_Assigned task_:
Count every line that includes the string "hidden" in the entries that follow. Nothing besides the number is needed.

++++ Information ++++

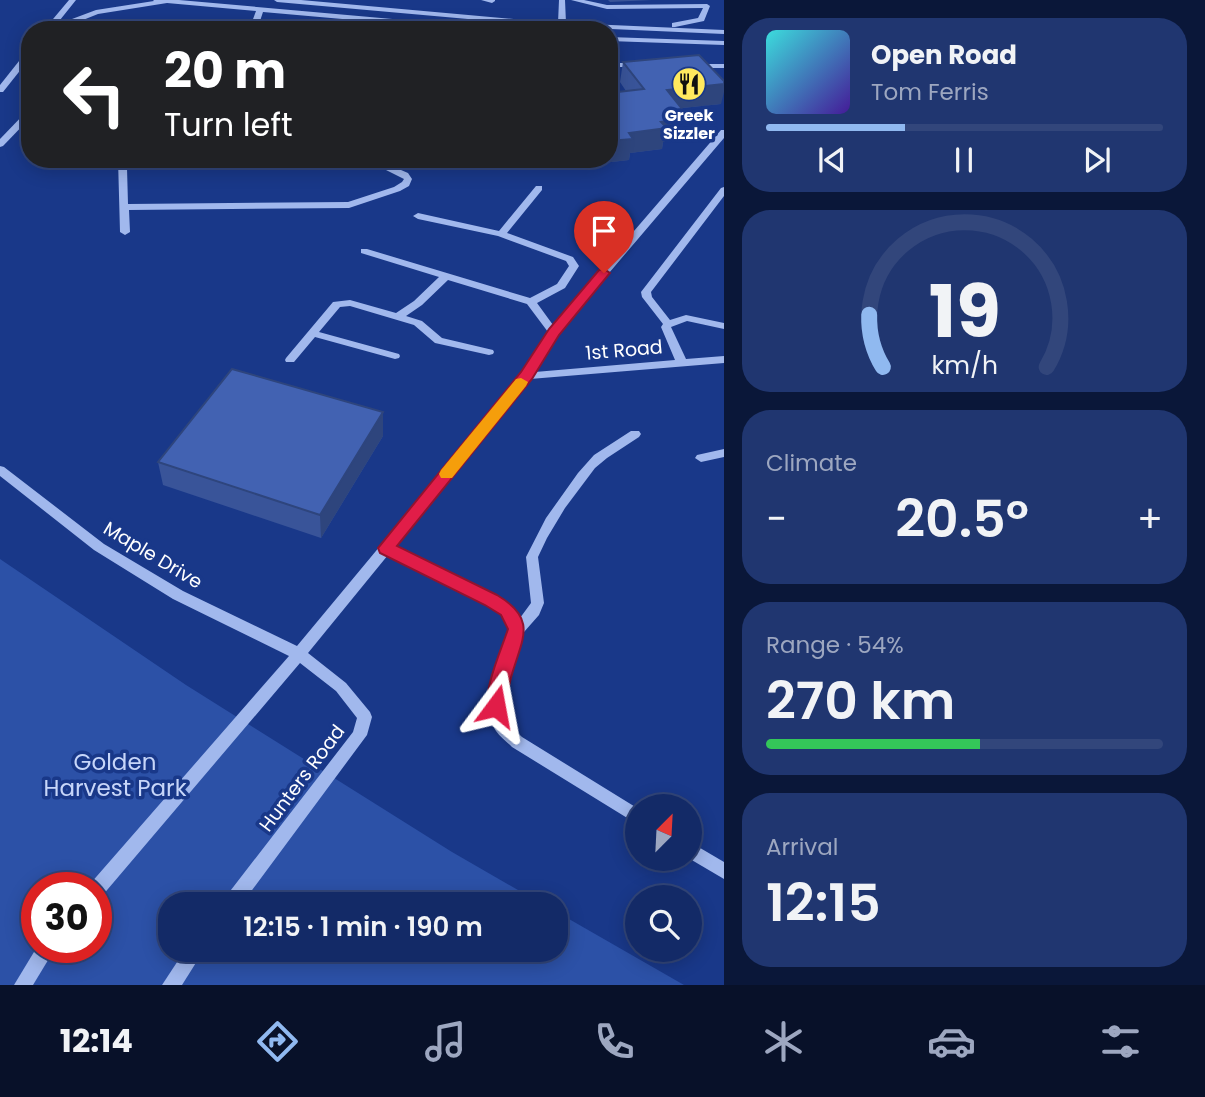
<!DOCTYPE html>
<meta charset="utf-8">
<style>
:root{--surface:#132a67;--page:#203670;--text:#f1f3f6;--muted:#9da7c0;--line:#32467b;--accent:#90b9f0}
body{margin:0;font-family:Poppins,sans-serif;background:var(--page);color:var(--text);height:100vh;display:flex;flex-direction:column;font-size:26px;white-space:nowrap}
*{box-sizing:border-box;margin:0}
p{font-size:23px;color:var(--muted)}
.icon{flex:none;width:38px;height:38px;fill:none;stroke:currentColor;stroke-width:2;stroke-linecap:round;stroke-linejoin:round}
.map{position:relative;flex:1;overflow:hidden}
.panel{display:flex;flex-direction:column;gap:18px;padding:18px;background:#0a1739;width:481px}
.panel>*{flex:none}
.top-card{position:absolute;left:21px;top:21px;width:597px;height:147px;border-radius:28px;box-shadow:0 4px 18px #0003,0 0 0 2px var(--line);background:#202124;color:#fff;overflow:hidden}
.needle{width:46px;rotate:24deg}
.fabs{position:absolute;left:625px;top:794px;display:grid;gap:14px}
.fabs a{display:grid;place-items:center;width:77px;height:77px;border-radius:50%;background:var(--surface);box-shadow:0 4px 18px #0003,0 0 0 2px var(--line);font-size:35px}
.speed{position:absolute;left:21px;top:872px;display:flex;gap:14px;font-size:35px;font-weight:700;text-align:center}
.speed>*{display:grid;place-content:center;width:91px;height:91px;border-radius:50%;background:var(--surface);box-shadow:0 4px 18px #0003,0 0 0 2px var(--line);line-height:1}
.speed .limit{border:10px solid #d22;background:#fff;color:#111}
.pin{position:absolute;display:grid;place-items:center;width:60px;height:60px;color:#fff;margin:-72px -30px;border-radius:50% 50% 50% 0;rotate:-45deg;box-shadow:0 0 7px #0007}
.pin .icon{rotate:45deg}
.me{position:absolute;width:77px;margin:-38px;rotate:13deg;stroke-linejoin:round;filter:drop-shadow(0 0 5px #0008)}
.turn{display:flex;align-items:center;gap:24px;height:147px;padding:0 28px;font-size:32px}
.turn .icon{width:91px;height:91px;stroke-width:2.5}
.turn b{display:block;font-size:49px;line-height:60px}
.big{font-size:52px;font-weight:600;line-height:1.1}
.panel .widget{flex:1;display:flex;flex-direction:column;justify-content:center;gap:10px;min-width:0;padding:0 24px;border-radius:28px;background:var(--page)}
.panel .dial{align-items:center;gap:0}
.dial svg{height:182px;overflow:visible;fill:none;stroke:var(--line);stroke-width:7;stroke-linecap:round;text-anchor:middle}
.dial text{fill:var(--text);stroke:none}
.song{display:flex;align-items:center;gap:21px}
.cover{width:84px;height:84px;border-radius:10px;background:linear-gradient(135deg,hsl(180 70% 55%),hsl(260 70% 35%))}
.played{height:7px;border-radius:4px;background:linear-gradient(90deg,var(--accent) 35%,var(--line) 35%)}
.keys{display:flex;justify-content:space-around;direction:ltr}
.heat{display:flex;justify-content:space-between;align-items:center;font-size:38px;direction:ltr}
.charge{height:10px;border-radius:5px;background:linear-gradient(90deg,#34c759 54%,var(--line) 0)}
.trip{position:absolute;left:158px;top:892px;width:410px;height:70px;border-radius:28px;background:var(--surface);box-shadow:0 4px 18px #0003,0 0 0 2px var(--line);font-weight:600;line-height:70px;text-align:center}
.dock{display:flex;height:112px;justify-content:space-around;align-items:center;background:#081129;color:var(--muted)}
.dock .icon{width:49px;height:49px}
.dock .on{color:var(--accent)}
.dock b{font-size:32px;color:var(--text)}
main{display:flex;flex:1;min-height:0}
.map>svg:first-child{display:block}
.green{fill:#2c51a7;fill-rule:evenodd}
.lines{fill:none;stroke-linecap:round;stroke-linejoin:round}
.minor{fill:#a1b8ed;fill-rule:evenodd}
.wall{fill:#395499}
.shaded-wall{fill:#2e457d}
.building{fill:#4262b2;stroke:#2e457d;stroke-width:2}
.route{fill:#e11d48;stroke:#92132f;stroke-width:2}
.slow{fill:#f59e0b}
.labels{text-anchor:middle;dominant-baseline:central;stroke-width:7;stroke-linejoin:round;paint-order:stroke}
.far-poi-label{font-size:16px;font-weight:bold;fill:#fff;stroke:#193889}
.street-label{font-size:19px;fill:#fff;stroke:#193889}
.near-park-label{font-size:23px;fill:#c7d6f9;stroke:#193889}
</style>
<main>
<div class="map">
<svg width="724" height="985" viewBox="0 0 724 985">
<rect width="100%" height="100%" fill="#193889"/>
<path class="green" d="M0 559 186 685 452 852 544 905H170V950H555V911L684 985H0ZM37 887H96V947H37Z"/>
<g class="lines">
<g class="minor">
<polygon points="69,0 76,0 56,25 96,10 154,1 153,0 179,0 494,28 497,30 467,30 263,12 257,30 249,30 256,11 167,3 98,14 58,30 48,30 48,25"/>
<polygon points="274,0 301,0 558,23 559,0 565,0 566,23 724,30 724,34 566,27 566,30 558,30 558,27 277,2"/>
<polygon points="481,0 495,0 495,1 492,3"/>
<polygon points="571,0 584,0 607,5 707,4 710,6 704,21 675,27 672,27 672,23 698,18 703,8 607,9"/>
<polygon points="609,37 724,41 724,45 609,41"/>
<polygon points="27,51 30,51 30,58 3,92 0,92 0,85"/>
<polygon points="609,63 639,63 643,65 639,67 609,67"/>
<rect x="690" y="64" width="34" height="4"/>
<polygon points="27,111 30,111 30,118 3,146 0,147 0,139"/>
<path d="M721 130H724V138L557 334 535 372 675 360 661 327 663 324 642 297 641 292 721 188 724 187V196L651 292 652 297 670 320 686 315 724 323V329L687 321 671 327 686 359 724 356V363L530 379 395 547 512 606 520 618 531 603 526 557 546 518 578 473 594 455 631 431H639L641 434 639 437 607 458 595 468 565 508 547 538 538 557 544 603 539 615 524 632 503 702C504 719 510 726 522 737L637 808V824L512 747C507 742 500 737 496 731 471 692 520 649 509 623 508 621 504 615 502 614L388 555 308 653 346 683 370 712 372 717 367 735 241 905H222L224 899 353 732 357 718 336 691 300 663 102 896 96 898V887H89L90 884 289 656 173 599 94 550 0 476V466L4 467 104 544 183 591 297 646 523 374 548 332 527 304 448 280 422 305 406 316 422 321 442 338 493 350 494 352 493 354 489 355 435 343 414 325 350 306 340 307 319 332 399 354 400 356 399 358 395 359 315 337 294 362H286L285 360 286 358 333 302 350 300 396 313 414 301 439 277 361 253V249H367L530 298 557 284 569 266 566 261 498 236 418 219 413 216 418 213 499 231 536 186H542V190L507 233 573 257 579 266 565 288 537 303 553 325Z"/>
<path d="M118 159H126V162L387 164 408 173 412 179 409 186 400 191 349 208 129 210 130 232 125 235 120 232ZM127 168 386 170 404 179 402 182 394 187 348 202 128 204Z"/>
<polygon points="724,449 724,457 701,462 695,458 697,455"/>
<polygon points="690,842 724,862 724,879 690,859"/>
<polygon points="37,947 56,947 33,985 14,985"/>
<polygon points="185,950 204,950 182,985 162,985"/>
</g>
</g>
<g class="wall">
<polygon points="608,0 652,0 610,2"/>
<polygon points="623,62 721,104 682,108 678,130 673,130 670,141 663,142 662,149 630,153 629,160 585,165 581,159 609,159 626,91 620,82"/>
<polygon points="383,412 383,436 321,538 163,485 158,462"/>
</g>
<g class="shaded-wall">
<polygon points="724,84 724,92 721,104 663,110 667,90"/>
<polygon points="682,109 678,130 673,130 670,141 663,142 662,149 630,153 629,160 585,165 586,159 609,159 609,141 629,133 661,122 668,111"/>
<polygon points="383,412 383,436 321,538 320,515"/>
</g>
<g class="building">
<polygon points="699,55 724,81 724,84 667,90 682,109 668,111 675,120 661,122 667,128 629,133 633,139 609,141 609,93 644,89 623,62"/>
<polygon points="232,369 383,412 320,515 158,462"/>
</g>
<path class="route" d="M604 269 610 273 559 335 532 379 397 546 497 595C537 619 523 637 512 674 508 686 508 701 502 712L496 714 489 712C481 694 502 648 508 629L501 615 485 605 380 553 378 548 521 372 549 329 599 270Z"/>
<polygon class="slow" points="521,378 528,382 526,386 452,478 441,478 439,474 441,470 516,379"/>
<defs>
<g id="restaurant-disc" transform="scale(1.75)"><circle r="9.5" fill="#ffe95e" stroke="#193889"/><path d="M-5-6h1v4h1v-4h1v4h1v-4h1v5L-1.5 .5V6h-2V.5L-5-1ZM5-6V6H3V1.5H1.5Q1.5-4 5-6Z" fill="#111"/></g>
</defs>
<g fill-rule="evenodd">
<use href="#restaurant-disc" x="689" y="84"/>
</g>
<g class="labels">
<g class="far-poi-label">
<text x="689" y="115">Greek<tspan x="689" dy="18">Sizzler</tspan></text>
</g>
<g class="street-label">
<text transform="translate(624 350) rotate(-5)">1st Road</text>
<text transform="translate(153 555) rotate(31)">Maple Drive</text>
<text transform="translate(302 778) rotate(-53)">Hunters Road</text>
</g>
<g class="near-park-label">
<text x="115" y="762">Golden<tspan x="115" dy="26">Harvest Park</tspan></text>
</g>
</g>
</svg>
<div class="fabs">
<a><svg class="needle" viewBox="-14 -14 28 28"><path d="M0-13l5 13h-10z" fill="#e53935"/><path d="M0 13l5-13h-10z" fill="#9da7c0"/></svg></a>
<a><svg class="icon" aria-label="search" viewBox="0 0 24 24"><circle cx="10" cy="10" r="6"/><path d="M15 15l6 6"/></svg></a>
</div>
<div class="speed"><div class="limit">30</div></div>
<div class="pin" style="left:604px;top:273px;background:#d93025"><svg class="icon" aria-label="arrive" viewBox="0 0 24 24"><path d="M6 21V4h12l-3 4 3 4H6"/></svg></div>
<svg class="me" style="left:496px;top:706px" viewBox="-20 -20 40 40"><path d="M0-17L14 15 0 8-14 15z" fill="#e11d48" stroke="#fff" stroke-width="4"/></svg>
<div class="trip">12:15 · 1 min · 190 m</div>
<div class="top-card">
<div class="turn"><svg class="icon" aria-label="left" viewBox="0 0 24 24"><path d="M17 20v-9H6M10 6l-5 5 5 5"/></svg><div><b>20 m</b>Turn left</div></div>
</div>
</div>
<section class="panel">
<div class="widget">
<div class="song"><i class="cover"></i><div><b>Open Road</b><p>Tom Ferris</p></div></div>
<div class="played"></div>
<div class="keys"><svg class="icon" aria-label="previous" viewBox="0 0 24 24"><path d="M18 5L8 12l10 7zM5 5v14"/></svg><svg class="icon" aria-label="pause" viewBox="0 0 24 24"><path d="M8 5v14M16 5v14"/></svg><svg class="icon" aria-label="next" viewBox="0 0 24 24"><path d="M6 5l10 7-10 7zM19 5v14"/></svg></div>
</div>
<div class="widget dial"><svg viewBox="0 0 100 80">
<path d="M14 69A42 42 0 1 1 86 69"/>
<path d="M14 69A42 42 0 0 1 8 46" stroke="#90b9f0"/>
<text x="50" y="56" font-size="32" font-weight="700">19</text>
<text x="50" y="72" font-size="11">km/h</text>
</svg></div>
<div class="widget"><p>Climate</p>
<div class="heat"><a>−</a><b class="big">20.5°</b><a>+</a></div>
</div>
<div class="widget"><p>Range · 54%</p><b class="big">270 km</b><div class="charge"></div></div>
<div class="widget"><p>Arrival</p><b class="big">12:15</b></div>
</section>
</main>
<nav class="dock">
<b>12:14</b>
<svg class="icon on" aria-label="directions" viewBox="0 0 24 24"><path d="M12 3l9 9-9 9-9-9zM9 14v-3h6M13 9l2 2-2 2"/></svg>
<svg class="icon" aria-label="music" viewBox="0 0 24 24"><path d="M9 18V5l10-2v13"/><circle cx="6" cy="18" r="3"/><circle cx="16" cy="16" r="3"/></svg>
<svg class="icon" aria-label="phone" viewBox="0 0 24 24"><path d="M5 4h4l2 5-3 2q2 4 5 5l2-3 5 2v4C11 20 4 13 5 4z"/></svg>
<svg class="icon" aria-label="climate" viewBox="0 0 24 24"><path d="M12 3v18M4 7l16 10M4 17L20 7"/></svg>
<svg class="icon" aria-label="car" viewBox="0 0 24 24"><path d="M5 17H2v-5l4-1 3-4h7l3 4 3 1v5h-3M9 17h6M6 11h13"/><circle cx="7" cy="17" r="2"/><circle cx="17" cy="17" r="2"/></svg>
<svg class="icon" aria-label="filters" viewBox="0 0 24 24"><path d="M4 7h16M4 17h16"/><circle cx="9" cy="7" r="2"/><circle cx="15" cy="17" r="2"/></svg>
</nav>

++++

_Answer box_:
2